§ **Exercise aim**
Your answer needs to include each line of the records in which the string "labels" can be found.

§ **Entries supplied**
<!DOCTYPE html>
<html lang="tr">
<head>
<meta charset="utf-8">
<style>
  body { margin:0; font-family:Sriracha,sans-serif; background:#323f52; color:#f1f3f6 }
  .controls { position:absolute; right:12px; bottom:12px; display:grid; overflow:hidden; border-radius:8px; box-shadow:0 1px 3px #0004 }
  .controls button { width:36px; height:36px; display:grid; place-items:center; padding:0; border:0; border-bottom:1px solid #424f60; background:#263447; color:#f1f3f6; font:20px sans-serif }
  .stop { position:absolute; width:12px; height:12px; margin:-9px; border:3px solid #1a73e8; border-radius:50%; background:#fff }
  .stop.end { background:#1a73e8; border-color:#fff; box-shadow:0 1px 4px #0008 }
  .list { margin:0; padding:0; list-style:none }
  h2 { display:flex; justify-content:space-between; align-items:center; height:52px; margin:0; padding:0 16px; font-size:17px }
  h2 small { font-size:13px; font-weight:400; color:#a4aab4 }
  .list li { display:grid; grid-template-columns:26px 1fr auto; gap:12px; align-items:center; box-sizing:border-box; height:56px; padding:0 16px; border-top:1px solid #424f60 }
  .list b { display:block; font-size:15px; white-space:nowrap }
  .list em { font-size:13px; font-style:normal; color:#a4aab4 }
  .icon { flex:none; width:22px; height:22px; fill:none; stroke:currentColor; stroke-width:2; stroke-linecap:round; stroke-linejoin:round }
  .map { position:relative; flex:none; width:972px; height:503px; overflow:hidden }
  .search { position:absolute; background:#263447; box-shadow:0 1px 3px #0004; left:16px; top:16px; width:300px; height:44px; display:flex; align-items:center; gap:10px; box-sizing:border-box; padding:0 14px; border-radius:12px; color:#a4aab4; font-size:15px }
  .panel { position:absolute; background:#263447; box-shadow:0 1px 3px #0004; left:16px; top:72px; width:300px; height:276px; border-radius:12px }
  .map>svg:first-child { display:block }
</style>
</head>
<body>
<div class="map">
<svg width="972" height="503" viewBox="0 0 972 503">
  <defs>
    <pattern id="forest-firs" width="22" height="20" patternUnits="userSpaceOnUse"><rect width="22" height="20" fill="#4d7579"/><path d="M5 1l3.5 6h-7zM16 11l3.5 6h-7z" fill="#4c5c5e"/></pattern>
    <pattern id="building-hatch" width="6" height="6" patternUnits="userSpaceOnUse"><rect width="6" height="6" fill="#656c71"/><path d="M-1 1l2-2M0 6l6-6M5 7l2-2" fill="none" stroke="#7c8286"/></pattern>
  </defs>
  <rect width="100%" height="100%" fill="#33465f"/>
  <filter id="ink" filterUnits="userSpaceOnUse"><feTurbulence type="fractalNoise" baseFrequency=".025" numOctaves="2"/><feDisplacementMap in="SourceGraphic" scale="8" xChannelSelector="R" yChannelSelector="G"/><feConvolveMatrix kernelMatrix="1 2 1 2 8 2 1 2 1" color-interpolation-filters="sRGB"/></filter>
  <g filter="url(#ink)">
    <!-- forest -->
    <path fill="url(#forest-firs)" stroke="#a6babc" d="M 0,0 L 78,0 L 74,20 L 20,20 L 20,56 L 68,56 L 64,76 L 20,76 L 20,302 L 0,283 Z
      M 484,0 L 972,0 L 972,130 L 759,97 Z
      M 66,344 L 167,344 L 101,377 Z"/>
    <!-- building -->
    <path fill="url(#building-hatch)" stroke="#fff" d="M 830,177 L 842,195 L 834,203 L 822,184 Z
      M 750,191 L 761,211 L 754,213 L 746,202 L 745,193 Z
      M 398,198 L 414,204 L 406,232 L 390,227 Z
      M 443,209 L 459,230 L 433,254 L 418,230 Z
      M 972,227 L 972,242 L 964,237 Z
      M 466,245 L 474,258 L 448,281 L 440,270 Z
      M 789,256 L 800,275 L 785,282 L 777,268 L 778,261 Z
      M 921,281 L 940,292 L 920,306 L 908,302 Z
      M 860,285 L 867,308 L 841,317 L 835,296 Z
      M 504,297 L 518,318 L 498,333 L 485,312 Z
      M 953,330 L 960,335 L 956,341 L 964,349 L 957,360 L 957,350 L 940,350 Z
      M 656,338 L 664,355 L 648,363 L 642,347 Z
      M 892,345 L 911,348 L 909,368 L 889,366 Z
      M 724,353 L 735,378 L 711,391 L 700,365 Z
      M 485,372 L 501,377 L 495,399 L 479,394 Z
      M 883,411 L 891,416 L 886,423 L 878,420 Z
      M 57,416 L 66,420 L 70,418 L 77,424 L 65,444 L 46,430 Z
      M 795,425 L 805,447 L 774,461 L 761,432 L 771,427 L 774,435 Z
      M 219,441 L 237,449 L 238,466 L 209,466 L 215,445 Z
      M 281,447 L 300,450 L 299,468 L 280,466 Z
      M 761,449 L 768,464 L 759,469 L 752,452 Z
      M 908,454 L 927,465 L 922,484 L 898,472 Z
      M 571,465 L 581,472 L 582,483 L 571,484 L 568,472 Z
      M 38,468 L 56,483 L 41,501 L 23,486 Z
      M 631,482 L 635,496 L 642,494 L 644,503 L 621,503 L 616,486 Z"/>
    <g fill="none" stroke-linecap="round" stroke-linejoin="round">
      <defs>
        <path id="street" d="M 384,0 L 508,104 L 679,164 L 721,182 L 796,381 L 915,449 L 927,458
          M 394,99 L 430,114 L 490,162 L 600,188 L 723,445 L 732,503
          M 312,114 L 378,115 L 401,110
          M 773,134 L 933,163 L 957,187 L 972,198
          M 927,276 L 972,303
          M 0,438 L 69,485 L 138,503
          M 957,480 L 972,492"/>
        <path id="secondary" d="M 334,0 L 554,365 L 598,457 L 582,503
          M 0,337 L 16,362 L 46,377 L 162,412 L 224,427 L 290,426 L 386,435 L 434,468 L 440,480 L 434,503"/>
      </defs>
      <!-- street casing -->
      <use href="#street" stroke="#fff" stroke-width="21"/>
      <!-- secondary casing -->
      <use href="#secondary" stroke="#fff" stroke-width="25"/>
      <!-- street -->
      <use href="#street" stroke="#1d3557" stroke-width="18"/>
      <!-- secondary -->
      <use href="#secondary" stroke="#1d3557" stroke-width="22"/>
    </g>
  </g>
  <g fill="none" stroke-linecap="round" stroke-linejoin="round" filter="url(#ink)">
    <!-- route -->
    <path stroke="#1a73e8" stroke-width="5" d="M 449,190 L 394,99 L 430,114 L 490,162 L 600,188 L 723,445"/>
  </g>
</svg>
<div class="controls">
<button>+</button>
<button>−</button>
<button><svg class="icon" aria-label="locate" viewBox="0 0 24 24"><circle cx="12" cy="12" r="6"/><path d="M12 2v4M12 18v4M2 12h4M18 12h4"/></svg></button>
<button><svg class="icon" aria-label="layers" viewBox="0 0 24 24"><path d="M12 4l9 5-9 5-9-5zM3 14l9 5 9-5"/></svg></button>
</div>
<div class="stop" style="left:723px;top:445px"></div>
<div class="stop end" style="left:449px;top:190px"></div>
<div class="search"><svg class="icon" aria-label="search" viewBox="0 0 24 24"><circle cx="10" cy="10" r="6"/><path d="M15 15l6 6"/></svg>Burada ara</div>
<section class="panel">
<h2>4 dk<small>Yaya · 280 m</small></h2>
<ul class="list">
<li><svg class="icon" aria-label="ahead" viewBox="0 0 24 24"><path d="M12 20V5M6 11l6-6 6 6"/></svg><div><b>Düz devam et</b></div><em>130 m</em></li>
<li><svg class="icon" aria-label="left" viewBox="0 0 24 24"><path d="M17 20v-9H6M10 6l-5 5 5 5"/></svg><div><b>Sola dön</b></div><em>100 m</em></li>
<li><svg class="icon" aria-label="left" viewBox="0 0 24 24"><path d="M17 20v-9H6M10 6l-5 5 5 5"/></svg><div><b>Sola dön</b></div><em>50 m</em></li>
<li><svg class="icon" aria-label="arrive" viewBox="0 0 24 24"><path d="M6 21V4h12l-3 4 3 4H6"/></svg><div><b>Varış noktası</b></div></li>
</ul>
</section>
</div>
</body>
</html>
==
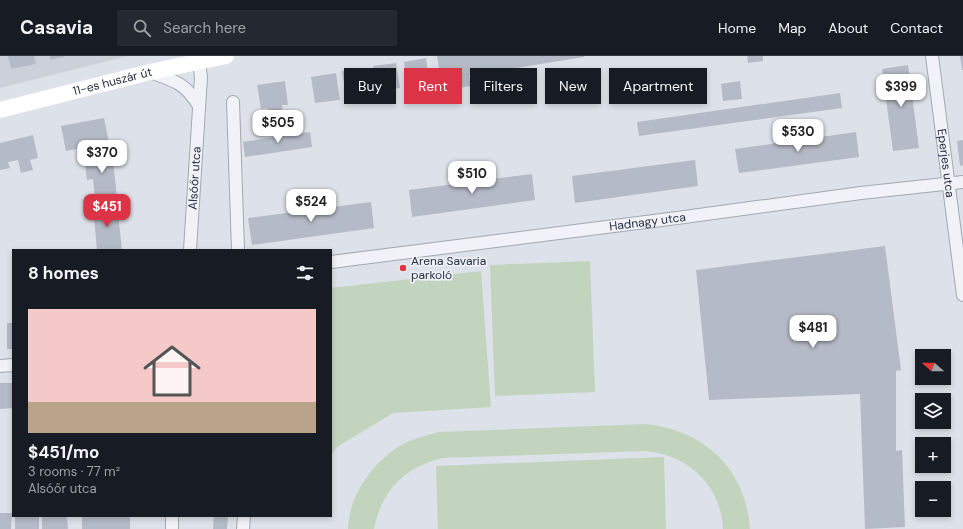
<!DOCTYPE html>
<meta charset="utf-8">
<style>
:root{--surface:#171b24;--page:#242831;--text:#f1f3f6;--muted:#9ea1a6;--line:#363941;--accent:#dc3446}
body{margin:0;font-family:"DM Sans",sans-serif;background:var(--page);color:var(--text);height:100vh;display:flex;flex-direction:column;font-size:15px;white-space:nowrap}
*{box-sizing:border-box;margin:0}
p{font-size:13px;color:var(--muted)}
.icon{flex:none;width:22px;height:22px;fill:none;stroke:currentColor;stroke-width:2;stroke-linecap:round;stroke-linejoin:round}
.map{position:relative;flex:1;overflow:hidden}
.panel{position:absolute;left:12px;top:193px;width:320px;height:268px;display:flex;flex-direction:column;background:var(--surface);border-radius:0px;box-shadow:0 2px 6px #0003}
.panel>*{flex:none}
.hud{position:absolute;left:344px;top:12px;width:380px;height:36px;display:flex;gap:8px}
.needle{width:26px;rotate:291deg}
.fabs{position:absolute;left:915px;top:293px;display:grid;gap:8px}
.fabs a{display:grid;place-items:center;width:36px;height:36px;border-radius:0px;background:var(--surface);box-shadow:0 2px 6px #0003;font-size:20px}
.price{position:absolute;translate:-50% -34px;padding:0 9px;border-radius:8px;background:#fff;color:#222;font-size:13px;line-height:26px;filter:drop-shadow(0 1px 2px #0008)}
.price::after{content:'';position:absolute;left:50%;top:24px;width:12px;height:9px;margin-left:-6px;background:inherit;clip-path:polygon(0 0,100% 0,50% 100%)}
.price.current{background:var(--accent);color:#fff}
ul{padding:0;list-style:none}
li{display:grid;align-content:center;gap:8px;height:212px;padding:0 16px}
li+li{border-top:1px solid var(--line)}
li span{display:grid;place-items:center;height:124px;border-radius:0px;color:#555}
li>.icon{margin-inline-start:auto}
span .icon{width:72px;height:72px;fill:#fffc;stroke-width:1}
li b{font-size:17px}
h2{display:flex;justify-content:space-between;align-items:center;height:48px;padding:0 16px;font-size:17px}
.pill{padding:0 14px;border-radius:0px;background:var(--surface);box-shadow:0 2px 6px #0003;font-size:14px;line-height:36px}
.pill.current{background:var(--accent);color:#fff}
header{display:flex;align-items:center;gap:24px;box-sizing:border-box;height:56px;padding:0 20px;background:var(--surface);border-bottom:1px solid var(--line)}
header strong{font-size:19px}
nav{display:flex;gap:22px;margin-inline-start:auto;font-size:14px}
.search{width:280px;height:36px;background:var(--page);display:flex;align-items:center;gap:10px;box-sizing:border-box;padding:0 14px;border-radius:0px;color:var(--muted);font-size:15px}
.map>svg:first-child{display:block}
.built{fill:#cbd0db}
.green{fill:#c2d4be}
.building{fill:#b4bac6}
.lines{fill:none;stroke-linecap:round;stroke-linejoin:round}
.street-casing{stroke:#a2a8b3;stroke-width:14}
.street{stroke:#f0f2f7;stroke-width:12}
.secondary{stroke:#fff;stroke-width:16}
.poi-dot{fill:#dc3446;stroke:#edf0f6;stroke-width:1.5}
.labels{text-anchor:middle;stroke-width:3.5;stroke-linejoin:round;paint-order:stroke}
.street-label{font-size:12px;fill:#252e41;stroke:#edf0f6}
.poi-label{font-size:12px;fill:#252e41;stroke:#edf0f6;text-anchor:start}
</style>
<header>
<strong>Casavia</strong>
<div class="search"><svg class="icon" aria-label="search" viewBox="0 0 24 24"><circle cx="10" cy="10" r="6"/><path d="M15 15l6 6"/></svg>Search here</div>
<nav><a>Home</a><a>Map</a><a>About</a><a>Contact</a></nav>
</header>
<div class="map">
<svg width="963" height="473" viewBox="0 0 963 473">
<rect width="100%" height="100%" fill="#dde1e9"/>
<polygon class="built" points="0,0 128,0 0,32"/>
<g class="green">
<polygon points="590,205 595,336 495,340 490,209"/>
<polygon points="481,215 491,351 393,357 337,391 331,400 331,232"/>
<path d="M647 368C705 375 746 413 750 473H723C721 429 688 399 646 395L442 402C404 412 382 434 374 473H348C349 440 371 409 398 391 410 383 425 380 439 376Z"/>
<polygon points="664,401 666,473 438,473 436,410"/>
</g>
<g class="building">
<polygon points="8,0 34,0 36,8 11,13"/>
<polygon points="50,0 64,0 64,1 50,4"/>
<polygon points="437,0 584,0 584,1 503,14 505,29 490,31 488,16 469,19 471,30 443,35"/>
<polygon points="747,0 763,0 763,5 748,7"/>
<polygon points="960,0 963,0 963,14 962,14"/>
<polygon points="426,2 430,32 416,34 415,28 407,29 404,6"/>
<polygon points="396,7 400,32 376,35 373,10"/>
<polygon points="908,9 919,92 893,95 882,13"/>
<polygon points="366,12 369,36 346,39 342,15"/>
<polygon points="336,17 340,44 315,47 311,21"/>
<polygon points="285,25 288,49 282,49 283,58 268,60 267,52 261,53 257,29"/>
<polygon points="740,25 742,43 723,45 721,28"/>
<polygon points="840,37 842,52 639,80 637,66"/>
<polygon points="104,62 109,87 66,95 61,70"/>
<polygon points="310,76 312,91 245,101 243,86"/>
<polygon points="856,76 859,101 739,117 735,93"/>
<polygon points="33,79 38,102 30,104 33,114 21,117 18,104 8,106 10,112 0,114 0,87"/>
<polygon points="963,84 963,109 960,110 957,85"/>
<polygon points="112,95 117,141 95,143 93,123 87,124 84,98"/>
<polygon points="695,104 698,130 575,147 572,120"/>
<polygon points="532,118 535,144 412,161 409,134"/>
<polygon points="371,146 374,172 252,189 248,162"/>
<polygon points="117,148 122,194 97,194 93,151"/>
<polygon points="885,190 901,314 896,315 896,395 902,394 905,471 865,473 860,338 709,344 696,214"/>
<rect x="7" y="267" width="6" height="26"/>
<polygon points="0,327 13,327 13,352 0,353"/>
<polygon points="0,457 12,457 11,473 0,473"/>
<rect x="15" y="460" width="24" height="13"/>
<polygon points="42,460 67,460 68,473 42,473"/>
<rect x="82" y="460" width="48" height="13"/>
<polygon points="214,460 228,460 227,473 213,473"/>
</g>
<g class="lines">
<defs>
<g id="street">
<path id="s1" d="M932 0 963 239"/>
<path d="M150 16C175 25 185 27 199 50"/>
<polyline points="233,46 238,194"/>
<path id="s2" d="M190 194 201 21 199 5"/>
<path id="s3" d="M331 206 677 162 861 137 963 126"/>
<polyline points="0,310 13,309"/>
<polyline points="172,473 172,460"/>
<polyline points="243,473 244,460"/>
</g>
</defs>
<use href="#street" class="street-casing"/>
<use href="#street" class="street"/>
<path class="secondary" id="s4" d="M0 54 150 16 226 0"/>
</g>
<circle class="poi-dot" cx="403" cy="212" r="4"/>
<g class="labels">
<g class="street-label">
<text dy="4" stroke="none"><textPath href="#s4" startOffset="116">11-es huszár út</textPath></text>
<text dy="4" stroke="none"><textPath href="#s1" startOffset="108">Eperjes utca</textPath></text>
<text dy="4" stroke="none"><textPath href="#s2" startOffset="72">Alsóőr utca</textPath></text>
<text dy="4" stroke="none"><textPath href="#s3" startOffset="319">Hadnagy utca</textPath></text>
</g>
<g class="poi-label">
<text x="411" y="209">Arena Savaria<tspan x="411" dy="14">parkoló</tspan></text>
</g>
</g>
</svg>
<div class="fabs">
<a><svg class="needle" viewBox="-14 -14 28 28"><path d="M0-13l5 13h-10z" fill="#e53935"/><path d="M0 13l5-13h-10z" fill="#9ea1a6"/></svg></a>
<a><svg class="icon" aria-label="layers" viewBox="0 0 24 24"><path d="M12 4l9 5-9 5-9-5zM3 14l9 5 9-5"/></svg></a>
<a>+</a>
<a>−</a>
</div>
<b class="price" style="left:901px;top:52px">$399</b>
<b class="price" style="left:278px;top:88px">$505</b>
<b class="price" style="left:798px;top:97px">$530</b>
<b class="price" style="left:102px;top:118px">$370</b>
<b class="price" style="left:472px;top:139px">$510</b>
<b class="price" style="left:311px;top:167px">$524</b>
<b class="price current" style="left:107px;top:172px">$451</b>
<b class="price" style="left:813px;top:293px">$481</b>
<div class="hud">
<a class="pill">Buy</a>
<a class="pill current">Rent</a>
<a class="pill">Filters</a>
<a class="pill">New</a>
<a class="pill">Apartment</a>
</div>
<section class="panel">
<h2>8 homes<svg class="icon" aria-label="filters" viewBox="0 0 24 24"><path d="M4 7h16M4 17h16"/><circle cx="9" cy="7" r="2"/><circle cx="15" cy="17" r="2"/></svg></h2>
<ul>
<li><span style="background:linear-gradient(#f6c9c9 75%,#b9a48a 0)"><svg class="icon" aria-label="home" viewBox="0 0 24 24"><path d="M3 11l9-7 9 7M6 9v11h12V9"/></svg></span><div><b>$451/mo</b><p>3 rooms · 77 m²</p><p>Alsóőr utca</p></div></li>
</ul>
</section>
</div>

§ **Answer box**
.labels{text-anchor:middle;stroke-width:3.5;stroke-linejoin:round;paint-order:stroke}
<g class="labels">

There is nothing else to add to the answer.